REST API Documentation: GFQL Endpoint

Python Endpoint

The Python endpoint is a Graphistry server endpoint which allows code written in Python to be run server side directly. This allows a user to take advantage of computational resources (particularly GPU resources) available on the Graphistry server using cuDF, pygraphistry, and other libraries. It can also be used to perform reduce operations on large datasets without incurring the cost of transfering all the data back to the client.

This feature is currently only available to enterprise users. Access to the Python endpoint is controlled by two feature flags set within Graphistry, the flag_python_endpoint_disabled feature flag which must be set to False, and the flag_python_endpoint_enabled_users feature flag which must be set to True. Both conditions must be met for any given user for access to be granted. If an administrator wants to disable Python endpoint completely, overriding the above feature flags, an environment variable can be set. See Configuring Graphistry for more information on this option.

Endpoint

POST /api/v2/datasets/<dataset_id>/python

This endpoint accepts requests to execute Python code, returning data in either string or JSON form.

Authentication

Requests to this endpoint require a valid JWT token passed as a Bearer token in the Authorization header, or are authenticated by a CSRF token included with the cookies sent with a request.
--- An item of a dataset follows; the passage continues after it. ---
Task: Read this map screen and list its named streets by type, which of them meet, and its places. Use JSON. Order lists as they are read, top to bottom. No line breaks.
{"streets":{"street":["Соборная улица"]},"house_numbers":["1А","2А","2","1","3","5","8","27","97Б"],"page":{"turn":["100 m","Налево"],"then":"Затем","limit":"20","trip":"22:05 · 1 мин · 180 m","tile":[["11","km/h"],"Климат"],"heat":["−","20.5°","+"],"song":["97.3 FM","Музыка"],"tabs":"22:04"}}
Authorization: Bearer <your_jwt_token>

Request Parameters

URL Parameters:

dataset_id (required): String containing a unique identifier of the dataset to pass into the executed Python function.

Body Parameters (JSON):

Parameter	Type	Default	Description
execute	`string`	-	String containing valid Python code which can be executed server-side. The endpoint expects that the Python code string will contain a function `task` which will be executed. This function is required to accept a single argument, which will be passed the Graphistry plottable object containing the dataset specified previously. The endpoint expects that this function will return either a Python `str` or a JSON serializable `dict` which will be returned to the user. There are currently no restrictions on the code which can be run using the Python endpoint. Import statements can be used to import all standard Python libraries in addition to a handful of other libraries, including but not limited to `graphistry`, `cudf`, `numpy`, and `pandas`. Warning: there are currently no safeguards around the endpoint such as timeouts and multithreading, bad execute requests may require the container to be restarted. Any uncaught errors in the executed code will be returned via a JSON error message.
engine	`cudf`, `pandas`	`cudf`	Whether to load the graph and query it in the GPU (`cudf`) or CPU (`pandas`).
output_type	`all`, `json`, `edges`, `nodes`, `table`, `shape`	`json`	What to return, using the data representation specified in accompanying parameter format If the Python code returns a `Plottable`, return all or part of the graph: `"all"`: A zip file with files for the nodes and edges `"json"`: A JSON object with the nodes and edges `"edges"`: The edges table `"nodes"`: The nodes table `"shape"`: The row, column counts of the node and edge tables When the Python is expected to return a dataframe-like (e.g., `pandas.DataFrame`, `cudf.DataFrame`, or `arrow.Table`): `"table"`: The table `"shape"`: The row, column counts of the table For arbitrary returns, use `"json"`.
format	`json`, `csv`, `parquet`	`json`	What representation to represent the returned data.

Response

The response will depend on the type of the data returned from the task function provided, and can either be JSON or string.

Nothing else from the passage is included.